(I hope this isn't a rude question, but it's a serious one. I don't
want to overpay the US government. That isn't being patriotic. So,
hopefully someone can see the best approach for me to take with the
scenario poised below. I am in a personal information discovery phase
right now and will hire a tax attorney to execute this, but want to
see what third-party opinions have to say as I am naive about the
process, and want to make the smartest move going forward.)
If my C Corporation pays me $2.3M to buy a house, car, other personal
items, is it better to go down a path to have this full amount paid to
me in one lump sum, with me barring the separate personal tax
responsibilities after the transaction, or is it smarter/better to
have the corporation buy these items and sell them to me for $1.00?
(btw & FYI this transaction is considered compensation for the great
work I performed for free over the last 4 years building the company.)
So, OK. Don't get mad at the gifts/or the amount just looking for
sound logical advice on how I can approach this. Any level of detail
would be greatly appreciated, and maybe others will learn too that are
on my track. I simply have no idea how to calculate what my tax
baring responsibilities will be. Thanks so much. Julia
Richard Macdonald - 15 May 2004 16:22 GMT
> (I hope this isn't a rude question, but it's a serious one. I don't
> want to overpay the US government. That isn't being patriotic. So,
[quoted text clipped - 16 lines]
> on my track. I simply have no idea how to calculate what my tax
> baring responsibilities will be. Thanks so much. Julia
Substance rules over form, if the corporation is giving something to
you, it is either a repayment of funds loaned (if any), compensation
for services, or a dividend (distribution of retained earnings).
One option is that if you lent your corporation any monies,
have the corporation repay the debt first. The Corporation
will have income, you will not.
Another is that if you have retained earnings, pay them
out to you as dividends and take advantage of the current
low rate of tax on dividends while it's still here.

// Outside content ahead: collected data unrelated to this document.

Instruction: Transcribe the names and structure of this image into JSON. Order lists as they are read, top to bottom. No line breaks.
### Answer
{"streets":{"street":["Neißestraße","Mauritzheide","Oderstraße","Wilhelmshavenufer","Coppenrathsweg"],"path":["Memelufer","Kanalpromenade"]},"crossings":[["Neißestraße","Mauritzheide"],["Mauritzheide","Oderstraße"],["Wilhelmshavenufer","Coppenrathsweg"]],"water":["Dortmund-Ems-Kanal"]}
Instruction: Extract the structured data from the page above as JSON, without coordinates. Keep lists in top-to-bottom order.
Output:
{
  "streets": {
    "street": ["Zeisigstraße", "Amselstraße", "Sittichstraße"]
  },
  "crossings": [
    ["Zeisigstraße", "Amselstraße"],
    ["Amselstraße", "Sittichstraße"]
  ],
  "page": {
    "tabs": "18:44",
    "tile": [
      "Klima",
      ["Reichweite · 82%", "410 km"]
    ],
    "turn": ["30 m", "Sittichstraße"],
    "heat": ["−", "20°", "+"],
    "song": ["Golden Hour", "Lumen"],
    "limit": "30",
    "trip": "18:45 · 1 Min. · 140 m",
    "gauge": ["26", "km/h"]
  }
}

Out of current earnings, consider just a regular salary/bonus
payment, sure there are payroll taxes but the payment is a
deduction to the Corporation and income to you, but you
avoid the corporate income tax on that amount. Once you
are over the Soc Sec cap, the benefits really show.
The best thing is sit down with a professional and play
with the numbers to see what combination will result
with the lowest overall tax burden.
Having the corporation buy the stuff and sell it to you for
next to nothing does nothing, as losses to related parties
cannot be deducted, and it will not effect your corporate
tax and at worst can be later ruled to be constructive
dividends and added to your income.
--
Richard A Macdonald, CPA/EA
Dedicated student of Fr Luca Paccioli, Master Juggler.
Gib mir schokolade und niemand wird verletzt!!
MC - 15 May 2004 19:13 GMT
> (I hope this isn't a rude question, but it's a serious one. I don't
> want to overpay the US government. That isn't
Julia - you are smelling pretty spammy today. Why don't you take a hike?
MC
REInvestments - 16 May 2004 00:24 GMT
> (I hope this isn't a rude question, but it's a serious one. I don't
> want to overpay the US government. That isn't being patriotic. So,
[quoted text clipped - 16 lines]
> on my track. I simply have no idea how to calculate what my tax
> baring responsibilities will be. Thanks so much. Julia
If your C Corp sells you 2.3 million dollars worth of stuff in return for
the 4 years of hard work you did,
you are either going to pay for it as a dividend, or as ordinary income. If
you are unlucky,. it will
be disallowed as unfair compensation and end up being taxable to you,
personally, and not
deductible to the corporation.
By the way, you're getting this answer on alt.autos.ferrari on the
internet. So when the audit
comes up you may want to be sure to tell the IRS you were getting your tax
advice
from car people on the internet. On a 2.3 million dollar issue. That will
impress them.
But then I note you'll be hiring a tax attorney "to execute this". Be
sure to ask him for some advice on your
Ferrari. At least you have the sense to consult a professonal BEFORE making
a dumb move.
Remember to share with your tax attorney your internationally published
question so he can take
that fact into consideration when advising you. And get a spell checker.